CONDITIONS DE TRAVAIL

Les agents ont dénoncé la direction de leurs établissements, le manque d’effectifs, le harcèlement comme moyen de gestion du personnel, l’absence de reconnaissance.

Ils ont exigé, le respect des usagers et des soignants, l’arrêt des pressions des petits chefs, de l’autoritarisme, des propos déplacés, de la remise en cause de leur vie privée, du chantage à la notation, à l’attribution des primes, à la titularisation…

Chacun des agents présents s’est exprimé sur ses conditions de travail et sur son ressenti.

Le constat était unanime, certains responsables
se croient tout permis.
Ils doivent partir…

La menace de sanction disciplinaire, de rapport, d’enquête est utilisée comme méthode de conduite par la direction.

Les agents sont excédés, le mot «suicide» a été prononcé par un collègue.

Il s’agit de prendre tout cela très au sérieux.

EFFECTIFS

Le sous-effectif pèse lourdement sur les conditions de travail.
Il manque à ce jour :
- 4 aides soignantes ;
- 2 ouvriers ;
- 1 responsable de cuisine.

ORGANISATION DU TRAVAIL

Le système de gestion :
- des CA ;
- des RTT ;
- des plannings ;
- la remise en cause des modules RTT ;
- la rotation anarchique des personnels imposée sans tenir compte des besoins des personnes âgées et sans la moindre concertation des personnels, ni information des résidants ;
doit cesser.

Les propos et/ou décisions hiérarchiques doivent être faits par transcription écrite référencée, datée, signée et aisément consultable par l’ensemble du personnel.

Ainsi seront évités les consignes ou ordres contradictoires.

LA RÉPONSE
DE LA DIRECTION GÉNÉRALE

Si les agents ont pu avoir le sentiment d’être écoutés, ils ont eu aussi celui de ne pas avoir été entendus, puisque la direction et l’encadrement des établissements ne sont pas remis en question.

CE QUI AVAIT ÉTÉ ENTENDU :

- la reprise des entretiens et de la notation des agents qui en exprimeraient le souhait (la CGT se chargeant de communiquer la liste des agents concernés à la Direction) ;
- Une promesse de recadrage des méthodes de la direction des établissements ;
- Un « audit » de la SDSPR sur l’organisation du travail dans les établissements ;
- Une nouvelle audience dans un mois pour faire le point sur la situation.

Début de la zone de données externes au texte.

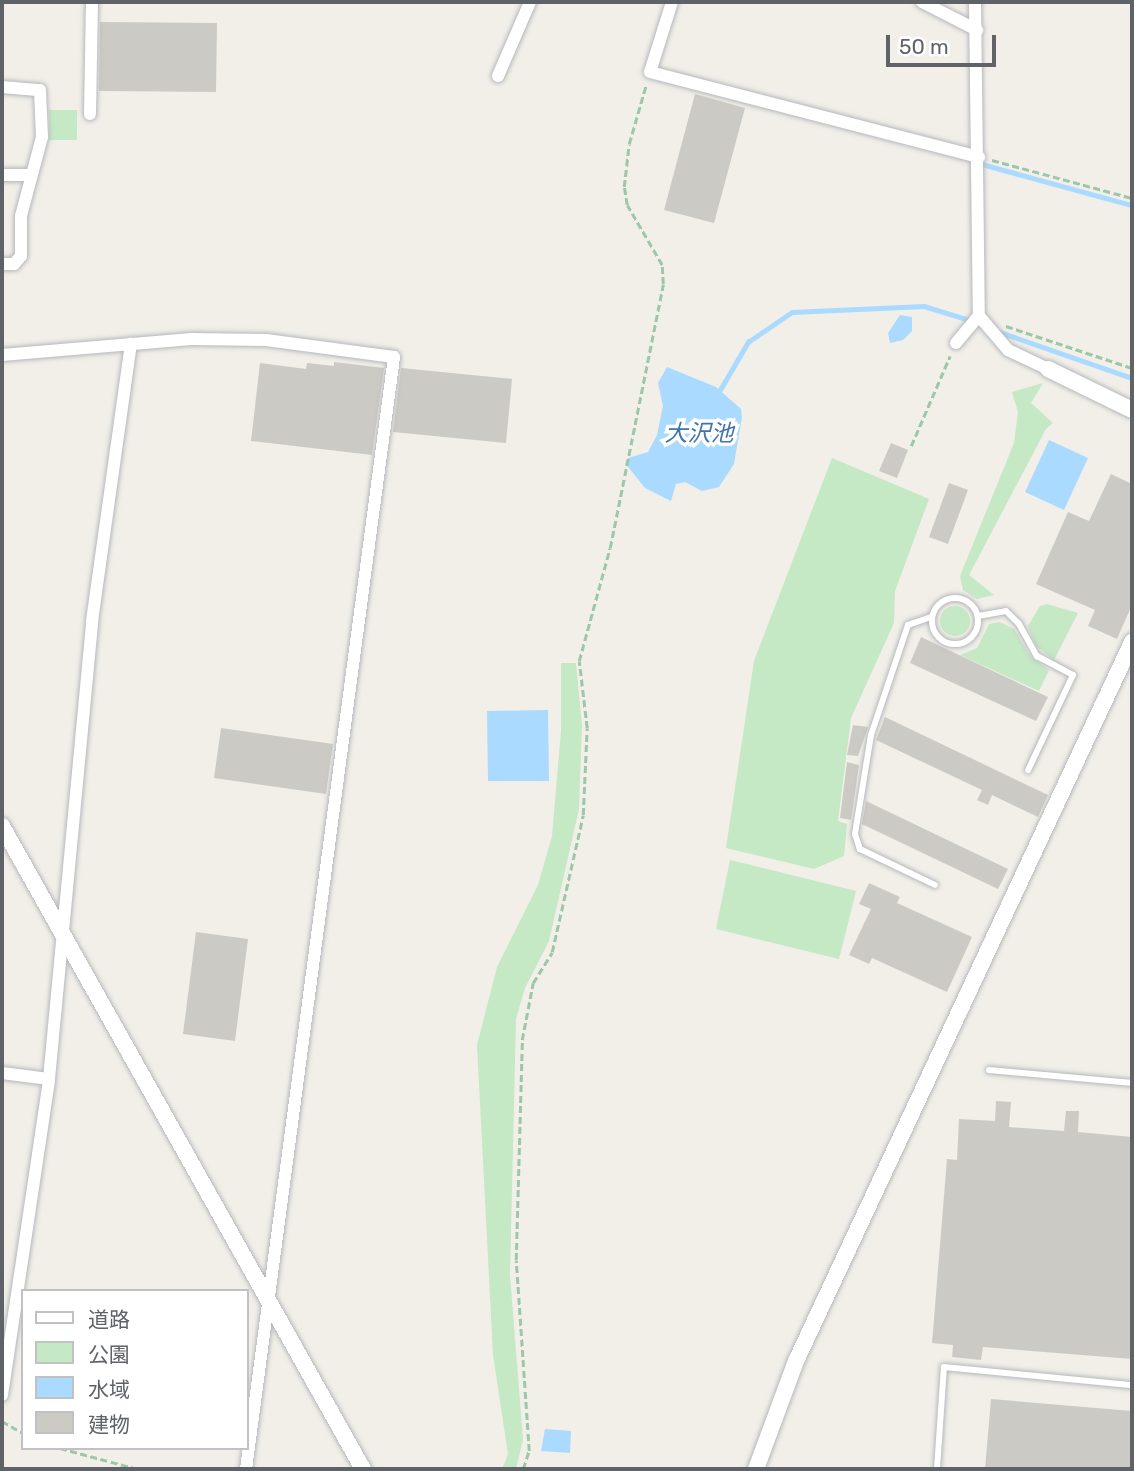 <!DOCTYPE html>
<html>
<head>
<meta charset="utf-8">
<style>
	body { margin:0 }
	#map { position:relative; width:1134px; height:1471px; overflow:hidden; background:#f1efe8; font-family:Rubik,"Noto Sans JP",sans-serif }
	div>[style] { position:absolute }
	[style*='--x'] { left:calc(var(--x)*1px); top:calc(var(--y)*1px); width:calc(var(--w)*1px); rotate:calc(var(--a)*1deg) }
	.green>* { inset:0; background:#c5e8c5 }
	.round { border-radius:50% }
	.water>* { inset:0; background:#aadaff }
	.stream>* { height:4.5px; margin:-2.25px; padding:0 2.25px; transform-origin:2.25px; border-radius:2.25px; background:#aadaff }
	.building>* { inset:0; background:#cccac5 }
	.path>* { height:2.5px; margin-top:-1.25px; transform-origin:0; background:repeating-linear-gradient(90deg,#9cc7a9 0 7px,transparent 0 10.5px) }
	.roads { filter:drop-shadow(0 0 2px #b5b8bc) drop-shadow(0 0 2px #b5b8bc) }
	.service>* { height:6px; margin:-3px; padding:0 3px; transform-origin:3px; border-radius:3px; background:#fff }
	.service>.ring { margin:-3px; padding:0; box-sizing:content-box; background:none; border:6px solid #fff; border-radius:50% }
	.minor>* { height:12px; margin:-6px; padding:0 6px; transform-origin:6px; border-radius:6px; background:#fff }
	.tertiary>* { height:16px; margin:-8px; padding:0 8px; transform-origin:8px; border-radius:8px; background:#fff }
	span { translate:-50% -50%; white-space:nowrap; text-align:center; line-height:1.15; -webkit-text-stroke:7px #fff; paint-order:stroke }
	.water-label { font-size:23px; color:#4174aa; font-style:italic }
	.frame { position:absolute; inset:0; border:4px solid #5f6368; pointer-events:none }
	.legend { position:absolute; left:21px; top:1289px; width:228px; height:161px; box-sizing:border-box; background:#fff; border:2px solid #bfc1c3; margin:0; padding:9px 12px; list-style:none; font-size:21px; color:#5f6368 }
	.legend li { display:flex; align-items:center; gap:14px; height:35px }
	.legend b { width:35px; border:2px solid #bfc1c3 }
	.scale { position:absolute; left:886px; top:35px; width:110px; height:32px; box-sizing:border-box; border:4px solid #5f6368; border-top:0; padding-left:9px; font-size:21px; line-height:24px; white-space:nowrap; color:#5f6368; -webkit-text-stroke:5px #fff; paint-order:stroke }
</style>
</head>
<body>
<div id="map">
	<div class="green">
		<i style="clip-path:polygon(49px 110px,77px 110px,77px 140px,49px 140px)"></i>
		<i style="clip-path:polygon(1043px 383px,1031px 403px,1053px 423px,1046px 429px,969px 575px,994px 595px,977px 599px,963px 590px,960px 576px,1014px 443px,1018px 412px,1012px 392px)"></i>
		<i style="clip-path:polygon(832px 458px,929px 499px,895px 591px,894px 623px,851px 718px,838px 821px,847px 824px,844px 856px,814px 869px,726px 848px,754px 661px)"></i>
		<i style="clip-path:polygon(1047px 604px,1078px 613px,1054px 660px,1036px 646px,1028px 626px,1040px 606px)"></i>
		<i class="round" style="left:940px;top:606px;width:30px;height:30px"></i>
		<i style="clip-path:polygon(1000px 622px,1014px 629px,1031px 657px,1049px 670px,1039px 691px,960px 655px,977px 648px,989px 624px)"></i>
		<i style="clip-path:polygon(561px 663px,576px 663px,582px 726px,579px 809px,549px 941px,525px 988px,516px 1019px,510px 1275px,523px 1440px,516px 1469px,502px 1469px,508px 1454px,493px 1355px,477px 1045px,497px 967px,538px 885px,552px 836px,561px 731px)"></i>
		<i style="clip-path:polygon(730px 860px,856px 891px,839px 959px,716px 929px)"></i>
	</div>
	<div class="water">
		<i style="clip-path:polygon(900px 315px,912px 317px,912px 331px,903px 340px,890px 343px,888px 333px)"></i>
		<i style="clip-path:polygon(667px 367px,716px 387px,741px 409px,742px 417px,734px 464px,719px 487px,702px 491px,685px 482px,676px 484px,671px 501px,645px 488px,625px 463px,628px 458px,648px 452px,657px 435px,663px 406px,658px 383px)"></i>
		<i style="clip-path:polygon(1049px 440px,1088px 458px,1064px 510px,1025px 492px)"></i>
		<i style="clip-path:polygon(548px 710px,549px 781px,488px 781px,487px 711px)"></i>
		<i style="clip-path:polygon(545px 1429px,571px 1431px,570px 1453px,541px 1451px)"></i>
	</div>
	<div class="stream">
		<i style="--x:978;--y:163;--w:160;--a:15.3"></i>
		<i style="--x:997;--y:331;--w:143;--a:19.2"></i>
		<i style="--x:720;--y:390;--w:56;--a:-59.7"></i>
		<i style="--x:748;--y:342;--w:53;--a:-34.3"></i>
		<i style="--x:792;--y:312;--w:132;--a:-2.6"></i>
		<i style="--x:924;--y:306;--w:51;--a:17"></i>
	</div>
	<div class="building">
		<i style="clip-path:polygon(100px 22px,217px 23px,216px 92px,99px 91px)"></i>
		<i style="clip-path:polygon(695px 94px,745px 108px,714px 223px,664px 210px)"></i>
		<i style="clip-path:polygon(334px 362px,384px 368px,372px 455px,251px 441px,260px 363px,306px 369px,307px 363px,334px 366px)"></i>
		<i style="clip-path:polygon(401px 368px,512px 379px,506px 443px,393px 432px)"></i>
		<i style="clip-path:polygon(891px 443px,908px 450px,897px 478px,879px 471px)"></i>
		<i style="clip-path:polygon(1111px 474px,1132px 484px,1132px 605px,1117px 639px,1088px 626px,1095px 610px,1036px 584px,1068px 512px,1089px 521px)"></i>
		<i style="clip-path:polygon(949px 483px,968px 490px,948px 544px,929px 537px)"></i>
		<i style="clip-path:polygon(921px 637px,1048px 697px,1036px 721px,910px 663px)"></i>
		<i style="clip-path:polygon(885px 717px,1048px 795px,1038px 817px,992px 795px,988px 805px,977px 800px,982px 790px,876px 740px)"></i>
		<i style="clip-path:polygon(853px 725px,868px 727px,858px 756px,847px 755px)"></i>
		<i style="clip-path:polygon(221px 728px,333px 744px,326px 794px,214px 778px)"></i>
		<i style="clip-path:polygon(847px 762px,859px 765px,851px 820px,840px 818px)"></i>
		<i style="clip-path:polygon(866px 801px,1008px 869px,998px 889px,862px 824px)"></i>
		<i style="clip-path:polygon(869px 883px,900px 897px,897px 903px,972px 937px,947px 992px,872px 958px,869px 964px,849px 955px,871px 909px,859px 904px)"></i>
		<i style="clip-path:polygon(196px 932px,248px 939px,235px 1041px,183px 1034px)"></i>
		<i style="clip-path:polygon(996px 1101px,1011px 1102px,1009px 1127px,1064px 1131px,1066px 1111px,1079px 1111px,1078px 1132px,1132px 1137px,1132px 1359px,983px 1347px,981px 1360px,952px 1357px,953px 1345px,932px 1343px,947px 1159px,957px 1160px,959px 1119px,995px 1121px)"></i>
		<i style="clip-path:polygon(991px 1399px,1132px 1411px,1132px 1469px,985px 1469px)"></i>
	</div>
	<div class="path">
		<i style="--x:992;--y:160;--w:145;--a:15.2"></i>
		<i style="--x:1006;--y:326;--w:133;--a:18.4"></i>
		<i style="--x:911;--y:446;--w:98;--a:-66.6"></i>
		<i style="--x:2;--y:1421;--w:24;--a:30"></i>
		<i style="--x:60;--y:1448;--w:81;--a:15.1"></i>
		<i style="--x:523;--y:1469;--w:19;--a:-72"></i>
		<i style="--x:529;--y:1451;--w:191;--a:-93.9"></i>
		<i style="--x:516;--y:1260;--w:220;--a:-88.4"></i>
		<i style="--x:522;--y:1040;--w:58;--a:-79.1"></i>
		<i style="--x:533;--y:983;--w:36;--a:-58"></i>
		<i style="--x:552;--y:952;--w:140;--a:-77.2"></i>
		<i style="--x:583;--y:815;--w:87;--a:-87.4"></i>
		<i style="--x:587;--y:728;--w:67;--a:-96.8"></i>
		<i style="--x:579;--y:661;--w:117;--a:-74.7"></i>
		<i style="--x:610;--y:548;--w:269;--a:-78.6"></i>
		<i style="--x:663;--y:284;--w:19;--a:-93"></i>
		<i style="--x:662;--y:265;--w:69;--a:-120.3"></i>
		<i style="--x:627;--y:205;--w:18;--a:-99"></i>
		<i style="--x:624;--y:187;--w:43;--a:-83.4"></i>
		<i style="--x:629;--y:144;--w:61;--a:-73.9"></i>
	</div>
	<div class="roads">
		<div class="service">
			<i class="ring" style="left:932px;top:598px;width:40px;height:40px"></i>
			<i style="--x:978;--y:616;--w:28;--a:-10"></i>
			<i style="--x:1006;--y:611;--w:18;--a:45"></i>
			<i style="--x:1019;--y:624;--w:37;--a:61"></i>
			<i style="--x:1037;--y:656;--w:41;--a:27.8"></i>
			<i style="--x:1073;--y:675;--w:105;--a:115.3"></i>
			<i style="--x:931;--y:617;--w:24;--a:161"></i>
			<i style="--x:908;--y:625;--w:116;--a:108.6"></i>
			<i style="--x:871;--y:735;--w:100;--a:99.2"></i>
			<i style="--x:855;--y:834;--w:16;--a:72"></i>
			<i style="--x:860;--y:849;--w:83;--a:25.6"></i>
			<i style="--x:989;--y:1070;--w:144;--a:5.2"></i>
			<i style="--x:937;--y:1469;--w:102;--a:-86.1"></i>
			<i style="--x:944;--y:1367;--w:189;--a:5.5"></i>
		</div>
		<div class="minor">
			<i style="--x:672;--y:2;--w:73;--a:107.4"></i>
			<i style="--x:650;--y:72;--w:340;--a:14.5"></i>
			<i style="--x:922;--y:2;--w:62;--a:27"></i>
			<i style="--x:975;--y:2;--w:314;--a:89.3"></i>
			<i style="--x:979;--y:316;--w:45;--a:49.5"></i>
			<i style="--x:1008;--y:350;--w:44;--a:25.4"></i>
			<i style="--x:498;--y:76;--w:81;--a:-66.6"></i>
			<i style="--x:2;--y:87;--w:38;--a:5"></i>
			<i style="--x:40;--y:90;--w:47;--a:87.6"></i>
			<i style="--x:42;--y:137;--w:82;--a:104.9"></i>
			<i style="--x:21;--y:216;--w:40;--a:90"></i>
			<i style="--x:21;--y:256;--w:11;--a:131"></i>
			<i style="--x:14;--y:264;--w:12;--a:180"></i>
			<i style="--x:90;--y:114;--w:112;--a:-89"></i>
			<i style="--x:2;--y:175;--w:29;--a:0"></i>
			<i style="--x:956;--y:343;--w:35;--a:-50"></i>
			<i style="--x:2;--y:355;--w:190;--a:-4.8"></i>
			<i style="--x:191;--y:339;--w:75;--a:0.8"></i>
			<i style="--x:266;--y:340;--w:129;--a:7.6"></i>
			<i style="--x:394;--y:357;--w:1122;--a:97.58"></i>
			<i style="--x:2;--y:1073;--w:47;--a:7.3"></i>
			<i style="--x:2;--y:1395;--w:319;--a:-81.5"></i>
			<i style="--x:49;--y:1079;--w:460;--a:-84.6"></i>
			<i style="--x:92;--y:621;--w:280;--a:-82"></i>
		</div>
		<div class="tertiary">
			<i style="--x:1048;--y:369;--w:93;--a:26"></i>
			<i style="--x:2;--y:826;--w:737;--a:60.69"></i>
			<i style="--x:756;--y:1469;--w:115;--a:-69.7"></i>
			<i style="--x:796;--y:1361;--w:794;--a:-64.95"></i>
		</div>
	</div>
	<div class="water-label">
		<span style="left:699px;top:433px">大沢池</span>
	</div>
	<div class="frame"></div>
	<ul class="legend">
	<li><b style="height:9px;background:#fff"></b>道路</li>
	<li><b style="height:19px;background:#c5e8c5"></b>公園</li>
	<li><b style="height:19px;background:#aadaff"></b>水域</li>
	<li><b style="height:19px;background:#cccac5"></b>建物</li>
	</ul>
	<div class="scale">50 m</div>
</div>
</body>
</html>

LES ENGAGEMENTS DE LA DIRECTION
N’ÉTANT PAS TENUS !

Lors de l’audience du 24 avril 2008, la direction générale a renié ses engagements pourtant inscrits noir sur blanc (se référer à son relevé de conclusions en date du 19 mars 2008, les 2 relevés de l'administration, 19/03 et 24/04 sont disponibles par mail).

De ce fait, les agents des résidences Furtado et Julie sont invités à s’exprimer lors d’une AG décisionnaire :

VENDREDI 16 MAI 2008
De 13H30 à 15H30
Salle de réunion habituelle

Réunion sur le temps de travail, dans le cadre des droits syndicaux.